My dissertation studies a broad corpus of writers’ diaries in twentieth-century Latin American literature, and examines how the diary genre has developed in the region. I show that the diary has enjoyed historical continuity and has matured in contact with Latin American and foreign literary traditions.
I propose the concept of the ‘diario de escritor’ (writer’s diary) in order to systematize the presence and function of the diary in Latin America through the articulation of a critical framework that encompasses diaries published by their authors in the 20th and 21st centuries. By drawing on a wide variety of theoretical approaches to the diary as an essentially complex and hybrid genre, including reception theory and hermeneutics, I discuss the diary’s structural and literary implications in Latin America.
In my first chapter, I focus on the works of Rufino Blanco Fombona (Venezuela), Federico Gamboa (Mexico), Mario Levrero (Uruguay), Julio Ramón Ribeyro (Peru), and Ricardo Piglia (Argentina). This chapter analyses scenes of reading presented in Latin American diaries and focuses on the inter-textual mechanisms used by the writers to link their diaries to Europe’s diary-writing tradition.
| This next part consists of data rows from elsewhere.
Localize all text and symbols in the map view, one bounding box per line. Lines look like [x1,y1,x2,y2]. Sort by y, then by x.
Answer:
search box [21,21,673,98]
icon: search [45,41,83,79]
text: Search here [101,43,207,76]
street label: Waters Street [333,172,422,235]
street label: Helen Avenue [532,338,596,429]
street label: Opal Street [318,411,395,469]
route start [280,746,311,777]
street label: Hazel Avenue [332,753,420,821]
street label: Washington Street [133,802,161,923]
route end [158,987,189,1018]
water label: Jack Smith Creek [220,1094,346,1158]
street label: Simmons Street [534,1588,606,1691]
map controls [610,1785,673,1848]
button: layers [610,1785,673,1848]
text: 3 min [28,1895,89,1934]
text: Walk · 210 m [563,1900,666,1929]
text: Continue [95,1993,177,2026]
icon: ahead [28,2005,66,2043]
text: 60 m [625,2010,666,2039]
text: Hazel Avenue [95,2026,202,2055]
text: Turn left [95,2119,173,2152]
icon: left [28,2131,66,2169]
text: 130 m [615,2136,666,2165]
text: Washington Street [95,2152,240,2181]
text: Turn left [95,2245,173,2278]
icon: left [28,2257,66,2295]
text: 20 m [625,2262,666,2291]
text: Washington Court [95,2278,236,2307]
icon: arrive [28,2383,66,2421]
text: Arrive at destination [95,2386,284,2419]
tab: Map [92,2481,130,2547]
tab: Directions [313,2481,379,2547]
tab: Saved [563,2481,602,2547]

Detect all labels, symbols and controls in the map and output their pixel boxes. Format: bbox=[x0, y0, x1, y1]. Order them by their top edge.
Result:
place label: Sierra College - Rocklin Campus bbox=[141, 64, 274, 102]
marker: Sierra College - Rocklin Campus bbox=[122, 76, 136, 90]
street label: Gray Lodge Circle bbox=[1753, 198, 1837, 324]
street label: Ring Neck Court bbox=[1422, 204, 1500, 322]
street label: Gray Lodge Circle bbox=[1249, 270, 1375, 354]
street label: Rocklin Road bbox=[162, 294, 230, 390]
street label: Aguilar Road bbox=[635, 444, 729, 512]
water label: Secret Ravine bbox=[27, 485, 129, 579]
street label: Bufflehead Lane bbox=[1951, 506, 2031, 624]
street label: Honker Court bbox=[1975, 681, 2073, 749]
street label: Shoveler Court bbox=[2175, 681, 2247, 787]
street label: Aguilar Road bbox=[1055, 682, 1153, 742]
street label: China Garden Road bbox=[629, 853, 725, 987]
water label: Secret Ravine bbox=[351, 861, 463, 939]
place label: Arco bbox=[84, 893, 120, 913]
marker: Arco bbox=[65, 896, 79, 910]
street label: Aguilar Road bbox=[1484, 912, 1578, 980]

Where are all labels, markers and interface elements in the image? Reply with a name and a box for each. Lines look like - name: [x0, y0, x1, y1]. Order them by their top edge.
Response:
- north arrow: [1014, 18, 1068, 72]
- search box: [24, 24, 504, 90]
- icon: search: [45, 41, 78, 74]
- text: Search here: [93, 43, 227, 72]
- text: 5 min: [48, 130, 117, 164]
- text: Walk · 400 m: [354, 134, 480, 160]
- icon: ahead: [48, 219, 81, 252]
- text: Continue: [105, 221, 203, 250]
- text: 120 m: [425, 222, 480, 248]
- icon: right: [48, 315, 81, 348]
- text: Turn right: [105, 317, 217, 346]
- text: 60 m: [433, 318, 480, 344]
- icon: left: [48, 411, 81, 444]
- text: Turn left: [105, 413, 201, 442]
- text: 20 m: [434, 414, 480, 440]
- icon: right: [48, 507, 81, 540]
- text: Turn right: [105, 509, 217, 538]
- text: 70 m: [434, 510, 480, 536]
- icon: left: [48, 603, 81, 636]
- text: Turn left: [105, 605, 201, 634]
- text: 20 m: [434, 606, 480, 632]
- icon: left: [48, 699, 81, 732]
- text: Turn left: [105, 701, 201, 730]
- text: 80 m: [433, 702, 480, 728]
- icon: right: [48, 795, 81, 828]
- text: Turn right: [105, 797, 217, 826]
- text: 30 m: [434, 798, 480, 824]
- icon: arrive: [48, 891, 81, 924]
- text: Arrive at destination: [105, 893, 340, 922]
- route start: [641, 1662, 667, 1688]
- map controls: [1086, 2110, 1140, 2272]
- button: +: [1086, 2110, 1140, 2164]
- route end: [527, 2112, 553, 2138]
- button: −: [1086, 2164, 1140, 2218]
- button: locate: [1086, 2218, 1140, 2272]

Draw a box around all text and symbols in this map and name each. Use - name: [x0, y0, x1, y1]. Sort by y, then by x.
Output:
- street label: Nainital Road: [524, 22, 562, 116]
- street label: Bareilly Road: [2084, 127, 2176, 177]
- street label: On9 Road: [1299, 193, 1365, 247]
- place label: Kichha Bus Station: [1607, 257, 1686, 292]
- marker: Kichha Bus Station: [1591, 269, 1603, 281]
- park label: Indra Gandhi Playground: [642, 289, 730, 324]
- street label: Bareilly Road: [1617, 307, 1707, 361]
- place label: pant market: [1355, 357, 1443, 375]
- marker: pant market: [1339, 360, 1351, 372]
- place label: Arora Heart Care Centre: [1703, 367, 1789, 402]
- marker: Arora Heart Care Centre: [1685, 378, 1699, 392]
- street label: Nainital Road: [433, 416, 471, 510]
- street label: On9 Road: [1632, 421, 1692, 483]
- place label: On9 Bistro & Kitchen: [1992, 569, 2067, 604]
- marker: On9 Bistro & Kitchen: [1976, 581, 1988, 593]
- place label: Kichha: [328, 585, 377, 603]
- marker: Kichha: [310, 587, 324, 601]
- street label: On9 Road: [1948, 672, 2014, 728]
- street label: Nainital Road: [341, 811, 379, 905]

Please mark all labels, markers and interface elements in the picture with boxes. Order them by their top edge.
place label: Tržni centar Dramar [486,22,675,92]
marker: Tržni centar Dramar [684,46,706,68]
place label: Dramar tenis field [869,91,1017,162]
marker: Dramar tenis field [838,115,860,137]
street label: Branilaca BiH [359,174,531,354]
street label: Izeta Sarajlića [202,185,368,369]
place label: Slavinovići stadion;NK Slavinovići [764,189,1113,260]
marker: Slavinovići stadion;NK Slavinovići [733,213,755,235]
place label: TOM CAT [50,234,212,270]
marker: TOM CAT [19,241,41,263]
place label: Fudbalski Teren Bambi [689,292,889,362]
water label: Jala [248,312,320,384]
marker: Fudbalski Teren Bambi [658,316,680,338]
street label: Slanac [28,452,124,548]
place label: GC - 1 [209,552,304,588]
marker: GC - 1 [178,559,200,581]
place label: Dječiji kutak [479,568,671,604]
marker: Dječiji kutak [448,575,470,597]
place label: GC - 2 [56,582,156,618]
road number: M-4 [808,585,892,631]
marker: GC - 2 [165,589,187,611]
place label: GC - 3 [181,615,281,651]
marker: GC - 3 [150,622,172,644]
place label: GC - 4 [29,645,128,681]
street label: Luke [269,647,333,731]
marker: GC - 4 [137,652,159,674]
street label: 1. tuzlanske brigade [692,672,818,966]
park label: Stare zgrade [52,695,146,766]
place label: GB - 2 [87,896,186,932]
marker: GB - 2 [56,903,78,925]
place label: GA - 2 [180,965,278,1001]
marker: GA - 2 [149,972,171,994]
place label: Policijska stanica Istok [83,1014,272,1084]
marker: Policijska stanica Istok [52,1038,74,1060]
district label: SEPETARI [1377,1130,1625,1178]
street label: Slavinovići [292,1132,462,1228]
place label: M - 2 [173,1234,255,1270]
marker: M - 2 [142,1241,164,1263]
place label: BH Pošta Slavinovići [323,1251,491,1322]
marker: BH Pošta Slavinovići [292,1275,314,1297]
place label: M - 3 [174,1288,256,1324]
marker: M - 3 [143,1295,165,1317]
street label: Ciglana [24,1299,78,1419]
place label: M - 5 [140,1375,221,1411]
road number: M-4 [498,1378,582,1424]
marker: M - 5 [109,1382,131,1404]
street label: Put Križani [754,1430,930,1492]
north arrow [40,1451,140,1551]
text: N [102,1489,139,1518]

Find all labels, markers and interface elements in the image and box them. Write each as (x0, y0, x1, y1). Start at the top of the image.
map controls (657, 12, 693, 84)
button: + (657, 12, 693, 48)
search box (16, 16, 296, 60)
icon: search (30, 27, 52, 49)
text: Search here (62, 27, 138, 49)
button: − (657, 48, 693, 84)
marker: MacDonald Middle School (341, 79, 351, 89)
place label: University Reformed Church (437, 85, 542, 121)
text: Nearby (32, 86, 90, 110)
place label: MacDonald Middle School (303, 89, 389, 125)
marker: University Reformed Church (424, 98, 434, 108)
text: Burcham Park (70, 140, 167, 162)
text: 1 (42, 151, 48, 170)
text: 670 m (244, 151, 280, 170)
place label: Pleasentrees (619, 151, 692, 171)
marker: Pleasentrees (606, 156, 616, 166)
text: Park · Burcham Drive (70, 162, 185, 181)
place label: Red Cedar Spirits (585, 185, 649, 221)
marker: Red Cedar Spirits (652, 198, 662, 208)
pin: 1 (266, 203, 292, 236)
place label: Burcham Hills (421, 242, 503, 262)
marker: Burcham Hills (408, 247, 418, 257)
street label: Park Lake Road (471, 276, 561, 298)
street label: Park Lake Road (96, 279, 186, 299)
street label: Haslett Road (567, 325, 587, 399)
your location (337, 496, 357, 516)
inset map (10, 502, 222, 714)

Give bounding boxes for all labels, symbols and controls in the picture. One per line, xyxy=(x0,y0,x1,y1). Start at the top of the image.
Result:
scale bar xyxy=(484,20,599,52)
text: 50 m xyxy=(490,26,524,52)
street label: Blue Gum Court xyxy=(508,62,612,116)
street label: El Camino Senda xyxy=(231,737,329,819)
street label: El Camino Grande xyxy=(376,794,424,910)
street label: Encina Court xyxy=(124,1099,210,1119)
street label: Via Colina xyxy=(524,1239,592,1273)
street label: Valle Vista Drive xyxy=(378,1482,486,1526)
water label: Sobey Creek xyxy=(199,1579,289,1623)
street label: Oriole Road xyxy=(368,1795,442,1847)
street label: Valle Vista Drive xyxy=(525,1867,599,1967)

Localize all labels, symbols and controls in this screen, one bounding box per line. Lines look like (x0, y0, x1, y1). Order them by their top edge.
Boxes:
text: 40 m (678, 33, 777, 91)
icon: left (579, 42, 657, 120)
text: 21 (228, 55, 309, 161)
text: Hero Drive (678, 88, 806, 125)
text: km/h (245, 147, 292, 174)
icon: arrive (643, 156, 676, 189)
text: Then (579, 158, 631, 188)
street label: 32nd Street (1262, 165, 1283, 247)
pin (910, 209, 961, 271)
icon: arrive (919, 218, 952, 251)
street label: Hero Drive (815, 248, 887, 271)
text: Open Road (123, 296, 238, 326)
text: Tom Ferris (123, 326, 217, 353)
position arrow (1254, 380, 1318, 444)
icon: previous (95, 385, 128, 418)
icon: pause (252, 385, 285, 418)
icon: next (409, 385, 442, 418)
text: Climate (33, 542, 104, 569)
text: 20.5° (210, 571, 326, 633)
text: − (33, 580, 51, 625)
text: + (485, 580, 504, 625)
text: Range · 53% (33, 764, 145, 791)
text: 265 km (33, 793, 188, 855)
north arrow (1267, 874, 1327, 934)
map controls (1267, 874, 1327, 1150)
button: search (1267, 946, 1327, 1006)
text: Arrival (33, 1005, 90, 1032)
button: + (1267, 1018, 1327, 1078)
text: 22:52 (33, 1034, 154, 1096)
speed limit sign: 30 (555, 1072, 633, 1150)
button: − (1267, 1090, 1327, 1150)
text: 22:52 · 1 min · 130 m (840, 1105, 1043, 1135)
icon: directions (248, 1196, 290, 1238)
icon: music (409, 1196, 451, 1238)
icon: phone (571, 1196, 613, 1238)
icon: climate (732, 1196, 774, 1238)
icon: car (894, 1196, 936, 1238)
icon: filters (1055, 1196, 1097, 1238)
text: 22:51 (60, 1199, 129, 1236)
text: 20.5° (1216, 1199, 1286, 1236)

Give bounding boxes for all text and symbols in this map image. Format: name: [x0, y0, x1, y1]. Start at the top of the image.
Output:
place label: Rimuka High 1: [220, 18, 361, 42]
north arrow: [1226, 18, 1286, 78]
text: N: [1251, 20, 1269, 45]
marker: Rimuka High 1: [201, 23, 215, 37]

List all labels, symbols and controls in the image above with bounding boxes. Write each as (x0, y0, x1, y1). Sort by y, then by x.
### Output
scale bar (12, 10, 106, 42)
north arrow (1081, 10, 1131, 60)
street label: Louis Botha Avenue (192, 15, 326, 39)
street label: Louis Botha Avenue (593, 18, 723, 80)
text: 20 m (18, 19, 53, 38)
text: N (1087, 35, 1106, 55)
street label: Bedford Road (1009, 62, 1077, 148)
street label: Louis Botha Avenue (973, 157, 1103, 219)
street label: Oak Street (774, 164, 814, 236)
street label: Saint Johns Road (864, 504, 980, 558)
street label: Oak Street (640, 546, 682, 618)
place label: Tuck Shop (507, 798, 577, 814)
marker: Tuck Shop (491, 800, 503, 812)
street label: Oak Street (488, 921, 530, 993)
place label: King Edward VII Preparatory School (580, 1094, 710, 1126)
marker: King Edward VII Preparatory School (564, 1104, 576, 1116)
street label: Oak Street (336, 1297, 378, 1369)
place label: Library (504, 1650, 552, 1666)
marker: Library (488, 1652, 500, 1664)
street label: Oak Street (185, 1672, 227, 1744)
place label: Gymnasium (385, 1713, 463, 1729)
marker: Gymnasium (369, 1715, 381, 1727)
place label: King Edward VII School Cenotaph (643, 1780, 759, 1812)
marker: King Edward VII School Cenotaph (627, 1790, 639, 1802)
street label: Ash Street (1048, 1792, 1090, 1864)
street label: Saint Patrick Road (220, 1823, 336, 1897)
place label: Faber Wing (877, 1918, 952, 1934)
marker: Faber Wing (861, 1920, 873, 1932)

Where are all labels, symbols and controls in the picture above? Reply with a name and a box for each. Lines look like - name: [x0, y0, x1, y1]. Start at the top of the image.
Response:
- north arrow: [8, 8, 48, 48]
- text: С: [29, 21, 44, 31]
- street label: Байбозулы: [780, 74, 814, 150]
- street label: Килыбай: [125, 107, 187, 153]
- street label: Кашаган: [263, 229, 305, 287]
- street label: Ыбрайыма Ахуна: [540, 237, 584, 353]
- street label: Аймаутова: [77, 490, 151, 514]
I show that Latin American diarists’ engagement with European diary forms allowed them to enhance the rhetorical possibilities of their writing.
The second chapter is a product of my research at Princeton University’s Firestone Library, where I consulted the manuscripts of the diaries, notebooks, and personal papers of José Donoso (Chile), Alberto Girri (Argentina), Augusto Monterroso (Guatemala) and Alejandra Pizarnik (Argentina). This archival research helps me to analyze the diaries’ transitions from manuscripts to published works. By analyzing the process of rewriting, I discuss the restitution of diaries as literary works capable of transforming the idea of genre in literature. I also argue for a proper place for so-called “fragmentary writing” in contemporary diaries.
My third chapter examines representations of travel in the diaries of Mario Levrero (Uruguay), César Aira (Argentina), Andres Neuman (Argentina), and Eduardo Lalo (Puerto Rico). This chapter focuses on the diarists’ practice of rethinking writing through travel. I propose that contemporary writers’ diaries, in the context of travel, transform the genre into a hybrid form close to the short novel, the fragment, and the essay. These diaries convert the traditional idea of travel into an interior experience in which the exploration takes place in the writing.
My final chapter analyzes the metaphors of illness (cancer, AIDS, and arthritis) and the representation of corporeal fragility in the diaries of Gonzalo Millán (Chile), Pablo Pérez (Argentina), and María Luisa Puga (México). Through the analysis of metaphoric and obscene language, I discuss the representation of corporality as a material sign of the disease and as a space of transformation of identity.